After the 10 sessions of hf-tRNS, the patients showed a significant reduction in auditory hallucinations from a mean AHRS score of 27.40 ± 5.02 (standard deviation) to 17.70 ± 7.96 (mean reduction of −36.1% ± 21.8, W = 55.0, p = 0.0059, Figure 2), corresponding to a large effect size (r = 0.89).
Regarding treatment response, 40% of patients showed at least a 50% diminution in auditory hallucinations (Patients #5, 6, 7 and 9) and 80% of patients achieved at least a 20% diminution in hallucinations (Patients #1, 2, 5, 6, 7, 8, 9 and 10). Among the non-responders (Patients #3 and 4), there was one young drug-free female patient and one young female who was treated with clozapine and levomepromazine.

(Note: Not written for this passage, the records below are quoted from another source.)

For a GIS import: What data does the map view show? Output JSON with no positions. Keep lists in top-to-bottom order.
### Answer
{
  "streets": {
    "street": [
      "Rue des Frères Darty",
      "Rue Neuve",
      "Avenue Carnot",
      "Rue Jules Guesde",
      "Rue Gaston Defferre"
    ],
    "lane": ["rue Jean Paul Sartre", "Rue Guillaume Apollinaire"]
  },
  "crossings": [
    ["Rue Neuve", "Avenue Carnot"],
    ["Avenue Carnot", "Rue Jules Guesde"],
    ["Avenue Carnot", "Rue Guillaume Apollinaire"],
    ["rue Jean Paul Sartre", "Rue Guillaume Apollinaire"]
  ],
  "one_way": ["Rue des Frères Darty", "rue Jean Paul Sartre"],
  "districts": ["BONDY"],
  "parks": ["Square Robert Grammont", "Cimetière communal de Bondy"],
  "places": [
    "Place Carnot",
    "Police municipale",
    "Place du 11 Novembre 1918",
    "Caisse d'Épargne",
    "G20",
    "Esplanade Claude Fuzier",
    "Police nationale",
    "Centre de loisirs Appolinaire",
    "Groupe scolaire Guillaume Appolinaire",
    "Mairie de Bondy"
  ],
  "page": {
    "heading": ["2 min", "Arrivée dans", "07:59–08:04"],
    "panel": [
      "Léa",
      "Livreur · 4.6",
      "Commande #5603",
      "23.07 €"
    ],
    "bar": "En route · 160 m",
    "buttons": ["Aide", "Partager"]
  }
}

3.2. Effects on Other Symptoms of Schizophrenia

Due to lost or missing data, pre- and post-hf-tRNS PANSS scores were not available for all 10 participants. Mean reductions in PANSS scores were observed after hf-tRNS (−16.4 ± 20.1%, n = 6, W = 18, p = 0.140). Only reductions in the positive subscale of the PANSS reached significance (−13.6 ± 4.5%, n = 7, W = 28, p = 0.020, r = 0.91), while reductions in the negative subscale (−14.2 ± 30.6%, n = 7, W = 18, p = 0.142), general psychopathology subscale (−15.1 ± 22.8%, n = 6, W = 18, p = 0.156) and total PANSS scores were not significant (Table 2).

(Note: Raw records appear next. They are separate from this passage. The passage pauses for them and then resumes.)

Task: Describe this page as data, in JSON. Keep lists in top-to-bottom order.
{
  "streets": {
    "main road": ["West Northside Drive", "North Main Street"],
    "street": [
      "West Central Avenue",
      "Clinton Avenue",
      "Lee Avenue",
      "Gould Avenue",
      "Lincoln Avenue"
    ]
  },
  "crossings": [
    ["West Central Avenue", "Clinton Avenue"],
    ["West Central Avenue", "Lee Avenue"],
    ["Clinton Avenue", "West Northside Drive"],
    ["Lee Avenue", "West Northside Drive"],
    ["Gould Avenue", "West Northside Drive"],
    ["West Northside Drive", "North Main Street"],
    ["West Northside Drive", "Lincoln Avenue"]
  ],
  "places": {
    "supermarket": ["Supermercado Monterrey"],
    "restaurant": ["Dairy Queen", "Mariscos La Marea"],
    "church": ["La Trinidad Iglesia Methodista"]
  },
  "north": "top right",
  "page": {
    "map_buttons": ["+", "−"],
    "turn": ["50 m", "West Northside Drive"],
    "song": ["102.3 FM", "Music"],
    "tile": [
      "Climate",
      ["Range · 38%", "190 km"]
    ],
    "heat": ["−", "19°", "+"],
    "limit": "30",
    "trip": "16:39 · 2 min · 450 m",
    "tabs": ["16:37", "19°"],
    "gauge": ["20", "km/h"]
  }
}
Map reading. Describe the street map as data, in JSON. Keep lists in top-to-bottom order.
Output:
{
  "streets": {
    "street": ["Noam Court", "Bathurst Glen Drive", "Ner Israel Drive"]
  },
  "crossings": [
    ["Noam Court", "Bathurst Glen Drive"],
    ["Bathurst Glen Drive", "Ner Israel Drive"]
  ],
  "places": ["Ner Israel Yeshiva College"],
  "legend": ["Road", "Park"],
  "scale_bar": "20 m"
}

Regarding the response rate, with a response criterion defined as at least a 20% decrease in total PANSS scores [9], we observed that 50% of patients with available data (3 out of 6) could be classified as responders after the 10 hf-tRNS sessions (Patients #3, 5 and 6). It is interesting to note that the drug-free patient without a significant improvement in hallucinations (Patient #3) presented, however, a significant improvement in the global symptomatology.

4. Discussion

In this preliminary, open-label study conducted in 10 patients with schizophrenia experiencing treatment-resistant auditory hallucinations, we found a substantial beneficial effect of frontotemporal hf-tRNS on auditory hallucinations. The mean reduction in auditory hallucinations (−36.1% at the AHRS) observed after 10 sessions of hf-tRNS was similar to those obtained with conventional frontotemporal tDCS (around −30% in [5,24]). The use of hf-tRNS would therefore not provide an additional efficacy gain over tDCS for auditory hallucinations, as is the case for negative symptoms, where hf-tRNS applied to the left dorsolateral prefrontal cortex has been shown to improve negative symptoms with a larger effect size than conventional tDCS [21].

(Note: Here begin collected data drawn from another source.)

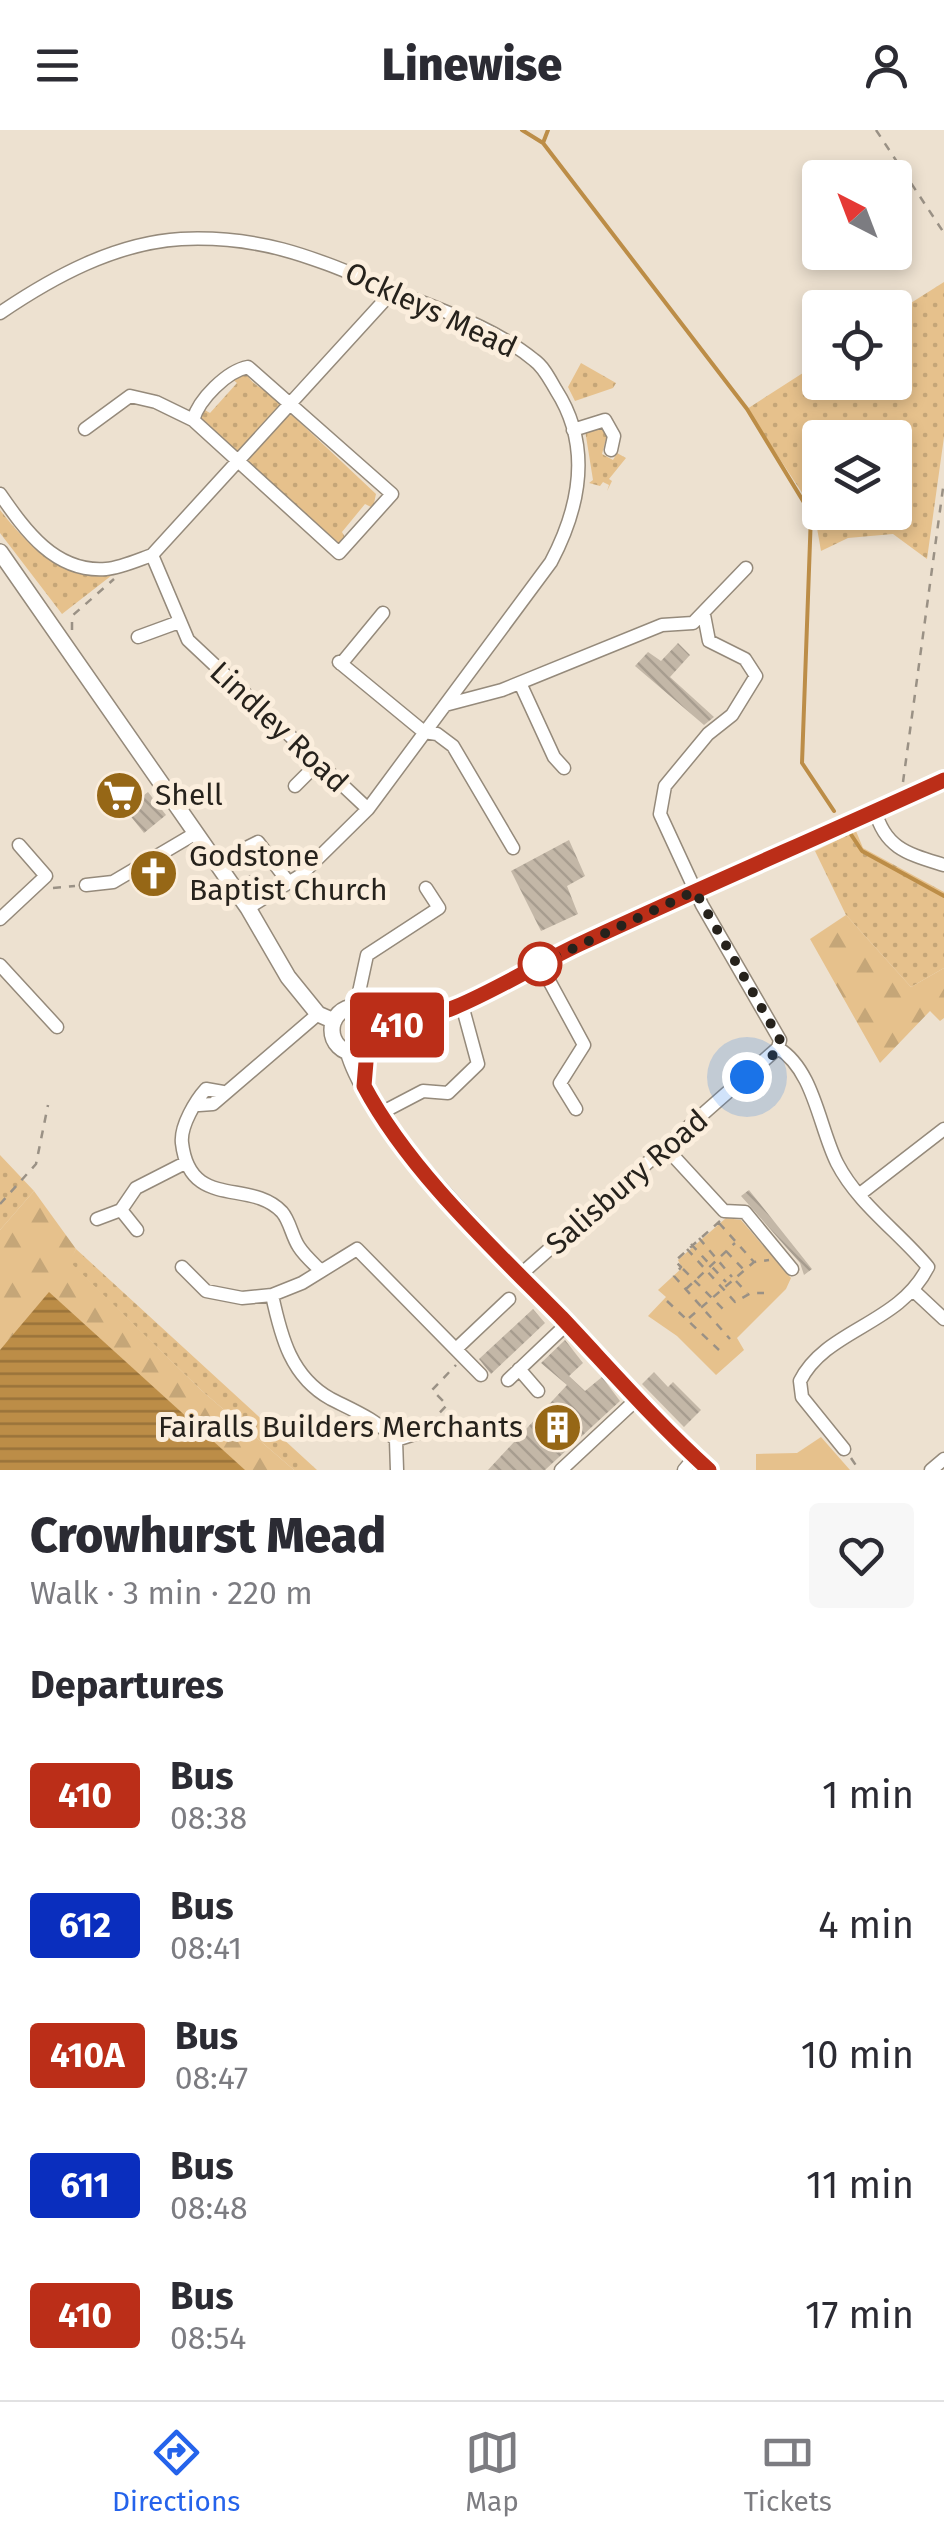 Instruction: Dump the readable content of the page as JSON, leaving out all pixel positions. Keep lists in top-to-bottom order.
{
  "streets": {
    "street": ["Ockleys Mead", "Lindley Road", "Salisbury Road"]
  },
  "crossings": [
    ["Ockleys Mead", "Lindley Road"]
  ],
  "places": {
    "supermarket": ["Shell"],
    "church": ["Godstone Baptist Church"],
    "building": ["Fairalls Builders Merchants"]
  },
  "lines": ["bus line 410"],
  "north": "top left",
  "page": {
    "header": "Linewise",
    "on_map": "410",
    "heading": [
      ["Crowhurst Mead", "Walk · 3 min · 220 m"],
      "Departures"
    ],
    "list": [
      {
        "mark": "410",
        "name": "Bus",
        "note": "08:38",
        "value": "1 min"
      },
      {
        "mark": "612",
        "name": "Bus",
        "note": "08:41",
        "value": "4 min"
      },
      {
        "mark": "410A",
        "name": "Bus",
        "note": "08:47",
        "value": "10 min"
      },
      {
        "mark": "611",
        "name": "Bus",
        "note": "08:48",
        "value": "11 min"
      },
      {
        "mark": "410",
        "name": "Bus",
        "note": "08:54",
        "value": "17 min"
      }
    ],
    "tabs": ["Directions", "Map", "Tickets"]
  }
}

In the current study, all patients had auditory hallucinations resistant to antipsychotic treatments and the large majority of them (7 out of 10) were on clozapine. Therefore, hf-tRNS may be an appropriate approach in participants with high levels of antipsychotic resistance. This is of great importance, as other approaches with noninvasive brain stimulation techniques, such as repetitive transcranial magnetic stimulation (rTMS) at the left temporoparietal junction, do not seem to be effective in reducing auditory hallucinations in schizophrenia patients treated with clozapine [25], and the use of clozapine has been associated with decreased tDCS effects [9]. Although the place of hf-tRNS or tDCS versus rTMS in the treatment of schizophrenia has yet to be defined, hf-tRNS may therefore have advantages over rTMS in the specific case of resistance to clozapine, in addition to being a less expensive, more accessible and highly deployable tool that can be considered for home use in the future.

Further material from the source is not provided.